I’m not saying you have to bear your heart to strangers, and I don’t think it’s healthy to always dwell on how miserable you are.  But there have been a lot of famous suicides recently, and the stories mirror those of regular everyday people: even those closest to them often had no idea that they were contemplating taking their own lives.  We don’t even feel comfortable sharing with those who should be loving us unconditionally, because we don’t want to be seen as weak, or whiny, or whatever.  I’ve been guilty of it myself.  And while it’s definitely outside of my comfort zone to share on this level, I hope that it helps some of the people reading this.  Depression is NOT your fault, any more than having some random genetic disease is your fault.  Find someone you trust, someone you feel safe talking to.  Let them know what’s going on.  Maybe even ask THEM if they think it would be a good idea for you to see a doctor and/or a counselor.  Chances are good that they’ve had the thought and didn’t know how to bring it up to you.  Because no matter how bleak things seem right now, no matter how much you think everyone would be better off without you, that is not the case at all.

If you think a loved one is struggling with depression or any other mental battle, don’t wait to talk to them.  Let them know you are there to encourage them, to help them however you can.  Even if you’ve never dealt with it yourself and can’t fully comprehend what they’re going through, you can still be part of their support structure.

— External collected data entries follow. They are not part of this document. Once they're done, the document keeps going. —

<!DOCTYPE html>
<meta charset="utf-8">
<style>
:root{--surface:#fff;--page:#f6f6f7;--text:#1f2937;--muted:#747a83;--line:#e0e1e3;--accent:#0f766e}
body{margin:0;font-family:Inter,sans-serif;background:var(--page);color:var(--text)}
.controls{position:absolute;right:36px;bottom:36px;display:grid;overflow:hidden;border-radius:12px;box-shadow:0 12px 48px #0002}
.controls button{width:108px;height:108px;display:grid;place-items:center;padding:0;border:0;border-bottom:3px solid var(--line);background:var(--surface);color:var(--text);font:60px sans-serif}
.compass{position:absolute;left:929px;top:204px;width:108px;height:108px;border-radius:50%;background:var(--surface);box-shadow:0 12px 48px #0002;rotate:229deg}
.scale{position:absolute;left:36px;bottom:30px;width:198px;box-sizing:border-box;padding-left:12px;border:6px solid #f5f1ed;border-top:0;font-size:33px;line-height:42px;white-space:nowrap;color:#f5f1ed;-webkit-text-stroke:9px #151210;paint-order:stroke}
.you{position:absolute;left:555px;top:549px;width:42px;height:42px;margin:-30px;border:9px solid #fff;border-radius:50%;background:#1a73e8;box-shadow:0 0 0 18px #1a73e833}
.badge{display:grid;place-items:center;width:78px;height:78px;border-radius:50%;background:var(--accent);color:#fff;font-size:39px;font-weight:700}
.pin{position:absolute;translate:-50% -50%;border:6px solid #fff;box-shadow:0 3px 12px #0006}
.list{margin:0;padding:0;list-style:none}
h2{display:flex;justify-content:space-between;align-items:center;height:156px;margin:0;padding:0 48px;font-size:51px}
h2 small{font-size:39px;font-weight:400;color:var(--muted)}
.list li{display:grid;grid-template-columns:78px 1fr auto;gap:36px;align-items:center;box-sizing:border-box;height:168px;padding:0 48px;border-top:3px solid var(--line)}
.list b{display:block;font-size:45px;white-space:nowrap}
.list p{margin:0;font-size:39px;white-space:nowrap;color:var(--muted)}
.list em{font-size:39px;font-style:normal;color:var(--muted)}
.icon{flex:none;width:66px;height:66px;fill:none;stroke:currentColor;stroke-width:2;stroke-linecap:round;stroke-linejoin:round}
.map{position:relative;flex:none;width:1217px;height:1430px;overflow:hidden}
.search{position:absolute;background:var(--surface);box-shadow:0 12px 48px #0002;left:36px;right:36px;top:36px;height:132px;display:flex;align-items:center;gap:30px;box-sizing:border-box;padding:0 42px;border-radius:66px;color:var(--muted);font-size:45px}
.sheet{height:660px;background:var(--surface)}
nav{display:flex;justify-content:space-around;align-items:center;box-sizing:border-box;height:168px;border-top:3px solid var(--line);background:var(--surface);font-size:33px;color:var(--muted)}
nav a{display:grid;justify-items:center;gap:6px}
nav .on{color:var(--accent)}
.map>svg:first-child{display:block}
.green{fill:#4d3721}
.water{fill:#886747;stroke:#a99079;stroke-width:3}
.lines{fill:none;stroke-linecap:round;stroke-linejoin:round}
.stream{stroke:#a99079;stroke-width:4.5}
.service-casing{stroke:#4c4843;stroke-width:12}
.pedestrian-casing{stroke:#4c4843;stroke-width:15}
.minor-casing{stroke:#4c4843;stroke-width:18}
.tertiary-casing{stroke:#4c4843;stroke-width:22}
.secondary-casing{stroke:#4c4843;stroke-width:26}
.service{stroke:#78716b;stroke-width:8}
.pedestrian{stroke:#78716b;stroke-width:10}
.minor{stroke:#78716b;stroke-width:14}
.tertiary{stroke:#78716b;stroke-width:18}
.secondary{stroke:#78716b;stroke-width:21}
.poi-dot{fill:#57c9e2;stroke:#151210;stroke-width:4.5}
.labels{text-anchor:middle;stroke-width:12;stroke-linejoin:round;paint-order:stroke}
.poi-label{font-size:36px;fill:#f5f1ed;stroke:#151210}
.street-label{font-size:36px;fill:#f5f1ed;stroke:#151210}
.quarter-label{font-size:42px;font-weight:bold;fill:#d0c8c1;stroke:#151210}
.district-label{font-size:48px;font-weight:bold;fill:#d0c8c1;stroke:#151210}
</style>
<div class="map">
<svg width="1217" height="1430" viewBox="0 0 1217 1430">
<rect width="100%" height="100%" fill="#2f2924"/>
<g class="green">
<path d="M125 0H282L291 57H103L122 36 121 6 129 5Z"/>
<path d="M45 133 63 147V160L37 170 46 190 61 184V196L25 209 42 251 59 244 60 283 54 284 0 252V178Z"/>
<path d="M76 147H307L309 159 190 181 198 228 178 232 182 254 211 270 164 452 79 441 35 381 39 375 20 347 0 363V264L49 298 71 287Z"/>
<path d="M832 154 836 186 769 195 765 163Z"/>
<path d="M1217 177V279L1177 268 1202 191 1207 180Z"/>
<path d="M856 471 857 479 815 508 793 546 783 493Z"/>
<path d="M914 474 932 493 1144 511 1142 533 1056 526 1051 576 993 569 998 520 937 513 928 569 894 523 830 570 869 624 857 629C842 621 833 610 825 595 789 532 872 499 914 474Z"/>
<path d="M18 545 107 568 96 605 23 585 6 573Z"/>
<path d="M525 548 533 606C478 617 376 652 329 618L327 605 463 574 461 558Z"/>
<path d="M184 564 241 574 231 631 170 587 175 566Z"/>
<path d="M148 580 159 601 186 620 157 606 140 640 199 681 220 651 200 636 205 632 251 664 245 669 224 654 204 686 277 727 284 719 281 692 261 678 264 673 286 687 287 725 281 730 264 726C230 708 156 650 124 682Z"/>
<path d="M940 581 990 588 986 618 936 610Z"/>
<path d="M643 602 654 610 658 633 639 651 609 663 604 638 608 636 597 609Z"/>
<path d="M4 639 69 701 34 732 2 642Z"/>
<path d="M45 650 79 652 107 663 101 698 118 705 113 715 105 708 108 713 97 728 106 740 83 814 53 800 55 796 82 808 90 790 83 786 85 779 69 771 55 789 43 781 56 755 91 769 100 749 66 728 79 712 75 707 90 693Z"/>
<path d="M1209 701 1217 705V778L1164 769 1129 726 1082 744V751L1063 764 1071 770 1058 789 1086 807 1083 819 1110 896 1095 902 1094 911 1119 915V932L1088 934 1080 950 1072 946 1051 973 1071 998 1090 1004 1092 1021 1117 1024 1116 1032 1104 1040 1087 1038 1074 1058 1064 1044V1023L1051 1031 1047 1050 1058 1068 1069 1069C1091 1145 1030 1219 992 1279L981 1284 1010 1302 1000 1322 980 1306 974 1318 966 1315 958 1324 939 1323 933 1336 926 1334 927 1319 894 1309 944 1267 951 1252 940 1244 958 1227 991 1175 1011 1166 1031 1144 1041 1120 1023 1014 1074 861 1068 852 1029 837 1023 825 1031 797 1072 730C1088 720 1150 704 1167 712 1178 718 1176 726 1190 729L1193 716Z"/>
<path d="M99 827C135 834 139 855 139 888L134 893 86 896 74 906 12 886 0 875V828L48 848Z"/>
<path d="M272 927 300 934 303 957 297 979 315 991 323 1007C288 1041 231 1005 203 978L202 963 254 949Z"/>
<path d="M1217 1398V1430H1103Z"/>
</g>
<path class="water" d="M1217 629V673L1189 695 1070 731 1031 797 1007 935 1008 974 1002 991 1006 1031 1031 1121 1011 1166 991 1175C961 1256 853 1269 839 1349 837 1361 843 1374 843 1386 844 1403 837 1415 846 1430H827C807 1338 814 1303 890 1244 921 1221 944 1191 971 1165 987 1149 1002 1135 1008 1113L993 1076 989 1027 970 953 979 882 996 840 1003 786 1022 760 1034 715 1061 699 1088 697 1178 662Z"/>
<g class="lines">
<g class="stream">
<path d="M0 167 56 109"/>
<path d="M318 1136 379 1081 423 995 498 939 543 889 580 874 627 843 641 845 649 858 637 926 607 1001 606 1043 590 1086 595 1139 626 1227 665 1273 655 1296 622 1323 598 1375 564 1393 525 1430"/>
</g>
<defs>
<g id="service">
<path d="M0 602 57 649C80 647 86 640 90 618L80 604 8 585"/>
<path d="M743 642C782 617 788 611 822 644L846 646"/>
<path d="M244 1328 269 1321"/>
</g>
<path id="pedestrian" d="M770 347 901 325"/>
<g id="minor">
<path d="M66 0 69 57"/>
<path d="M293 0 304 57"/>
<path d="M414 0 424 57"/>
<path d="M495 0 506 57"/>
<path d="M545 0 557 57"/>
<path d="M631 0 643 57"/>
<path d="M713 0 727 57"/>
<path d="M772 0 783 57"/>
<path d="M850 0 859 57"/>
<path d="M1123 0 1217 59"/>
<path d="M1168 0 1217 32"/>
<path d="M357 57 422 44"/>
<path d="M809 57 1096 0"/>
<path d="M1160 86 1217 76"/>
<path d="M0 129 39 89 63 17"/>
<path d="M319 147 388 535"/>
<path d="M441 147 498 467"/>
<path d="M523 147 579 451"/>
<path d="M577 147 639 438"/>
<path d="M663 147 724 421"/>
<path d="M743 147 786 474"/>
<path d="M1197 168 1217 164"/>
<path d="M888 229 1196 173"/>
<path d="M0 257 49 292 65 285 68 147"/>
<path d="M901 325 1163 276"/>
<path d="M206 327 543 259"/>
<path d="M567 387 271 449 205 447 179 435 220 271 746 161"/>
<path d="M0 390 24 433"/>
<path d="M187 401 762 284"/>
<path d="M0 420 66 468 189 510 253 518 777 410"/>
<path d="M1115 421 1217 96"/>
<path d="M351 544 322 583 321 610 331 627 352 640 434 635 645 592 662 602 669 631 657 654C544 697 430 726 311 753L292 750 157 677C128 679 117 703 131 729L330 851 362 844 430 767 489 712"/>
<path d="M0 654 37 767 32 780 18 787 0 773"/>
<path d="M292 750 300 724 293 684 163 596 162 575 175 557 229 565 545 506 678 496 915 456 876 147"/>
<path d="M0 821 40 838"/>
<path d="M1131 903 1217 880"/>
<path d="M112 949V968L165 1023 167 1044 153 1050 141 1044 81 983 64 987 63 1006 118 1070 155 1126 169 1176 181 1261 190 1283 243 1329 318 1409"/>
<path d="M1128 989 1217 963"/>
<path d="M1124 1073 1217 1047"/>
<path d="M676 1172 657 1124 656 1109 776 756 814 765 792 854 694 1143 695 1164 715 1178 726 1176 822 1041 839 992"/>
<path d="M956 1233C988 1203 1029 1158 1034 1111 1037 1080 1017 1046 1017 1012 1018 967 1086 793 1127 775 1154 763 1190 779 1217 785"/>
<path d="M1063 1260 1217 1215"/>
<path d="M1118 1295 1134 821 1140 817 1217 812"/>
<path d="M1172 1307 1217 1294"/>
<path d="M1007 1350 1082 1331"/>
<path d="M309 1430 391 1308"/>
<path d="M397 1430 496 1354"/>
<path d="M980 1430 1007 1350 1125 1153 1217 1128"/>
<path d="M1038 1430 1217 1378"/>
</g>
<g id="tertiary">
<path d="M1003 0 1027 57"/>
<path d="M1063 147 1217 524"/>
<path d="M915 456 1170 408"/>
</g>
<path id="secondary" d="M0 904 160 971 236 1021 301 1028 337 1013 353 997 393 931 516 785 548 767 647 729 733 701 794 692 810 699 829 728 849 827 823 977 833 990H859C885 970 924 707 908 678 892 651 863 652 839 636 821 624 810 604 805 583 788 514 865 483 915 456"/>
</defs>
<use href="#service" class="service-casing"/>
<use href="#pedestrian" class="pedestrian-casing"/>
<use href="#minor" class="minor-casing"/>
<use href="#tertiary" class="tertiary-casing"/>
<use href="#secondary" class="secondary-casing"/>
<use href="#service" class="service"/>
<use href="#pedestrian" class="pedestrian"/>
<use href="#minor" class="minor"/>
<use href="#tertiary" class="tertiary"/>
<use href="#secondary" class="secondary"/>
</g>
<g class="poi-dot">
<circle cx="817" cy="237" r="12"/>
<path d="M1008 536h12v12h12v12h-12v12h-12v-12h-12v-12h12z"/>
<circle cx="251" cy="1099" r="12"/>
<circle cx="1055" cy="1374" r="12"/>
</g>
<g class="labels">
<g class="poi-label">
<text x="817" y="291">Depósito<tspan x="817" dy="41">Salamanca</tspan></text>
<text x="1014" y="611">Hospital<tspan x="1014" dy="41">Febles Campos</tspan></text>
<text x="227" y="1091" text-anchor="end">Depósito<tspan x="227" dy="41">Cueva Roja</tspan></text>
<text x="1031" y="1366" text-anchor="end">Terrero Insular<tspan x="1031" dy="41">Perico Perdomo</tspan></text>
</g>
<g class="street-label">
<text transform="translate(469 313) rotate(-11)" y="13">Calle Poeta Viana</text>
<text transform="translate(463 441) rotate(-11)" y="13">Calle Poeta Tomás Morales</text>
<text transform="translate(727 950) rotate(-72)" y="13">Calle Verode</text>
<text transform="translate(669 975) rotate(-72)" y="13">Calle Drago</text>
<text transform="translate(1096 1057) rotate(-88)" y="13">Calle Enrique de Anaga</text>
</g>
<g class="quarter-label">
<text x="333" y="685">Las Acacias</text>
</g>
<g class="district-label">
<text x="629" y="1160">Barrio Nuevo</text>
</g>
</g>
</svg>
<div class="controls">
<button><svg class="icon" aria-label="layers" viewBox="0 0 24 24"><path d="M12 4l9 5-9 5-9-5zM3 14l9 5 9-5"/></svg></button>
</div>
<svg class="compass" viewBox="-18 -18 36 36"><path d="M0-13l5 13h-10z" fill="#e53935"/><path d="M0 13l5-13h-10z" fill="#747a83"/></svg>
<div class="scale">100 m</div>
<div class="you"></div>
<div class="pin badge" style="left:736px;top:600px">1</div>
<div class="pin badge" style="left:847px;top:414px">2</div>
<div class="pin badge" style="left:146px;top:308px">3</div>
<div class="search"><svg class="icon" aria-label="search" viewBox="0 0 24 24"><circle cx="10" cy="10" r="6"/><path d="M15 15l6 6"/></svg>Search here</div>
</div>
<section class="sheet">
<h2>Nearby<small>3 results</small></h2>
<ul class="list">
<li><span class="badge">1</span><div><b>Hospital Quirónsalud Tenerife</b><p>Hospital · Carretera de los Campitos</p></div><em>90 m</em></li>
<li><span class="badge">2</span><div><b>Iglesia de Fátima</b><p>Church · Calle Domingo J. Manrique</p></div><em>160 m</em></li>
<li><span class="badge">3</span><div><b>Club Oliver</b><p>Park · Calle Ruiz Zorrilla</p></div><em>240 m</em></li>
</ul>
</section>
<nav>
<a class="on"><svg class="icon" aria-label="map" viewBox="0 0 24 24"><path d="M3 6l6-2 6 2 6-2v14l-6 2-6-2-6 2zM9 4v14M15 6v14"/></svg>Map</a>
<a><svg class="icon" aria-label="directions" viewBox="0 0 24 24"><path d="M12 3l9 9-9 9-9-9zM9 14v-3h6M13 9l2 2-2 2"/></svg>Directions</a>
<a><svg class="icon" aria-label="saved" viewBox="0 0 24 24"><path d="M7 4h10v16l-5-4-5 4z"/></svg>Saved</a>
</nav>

If you are struggling with depression, any other mental health issue, addiction, abuse, or self-harm, please seek out help.  There are so many resources available. There’s a great non-profit called To Write Love On Her Arms (TWLOHA) whose specific goal is to support those dealing with any of those issues in getting the help they need.  Don’t put it off because you think you can’t afford it: there is assistance to be had.  Don’t avoid it because you think you don’t deserve it, or that no one would miss you if you were gone.  There are people going through some of the same things you’re going through, and some who have survived it and come out the other side and want to help you do the same.  There are a lot more of us out there than you think.  You are not alone.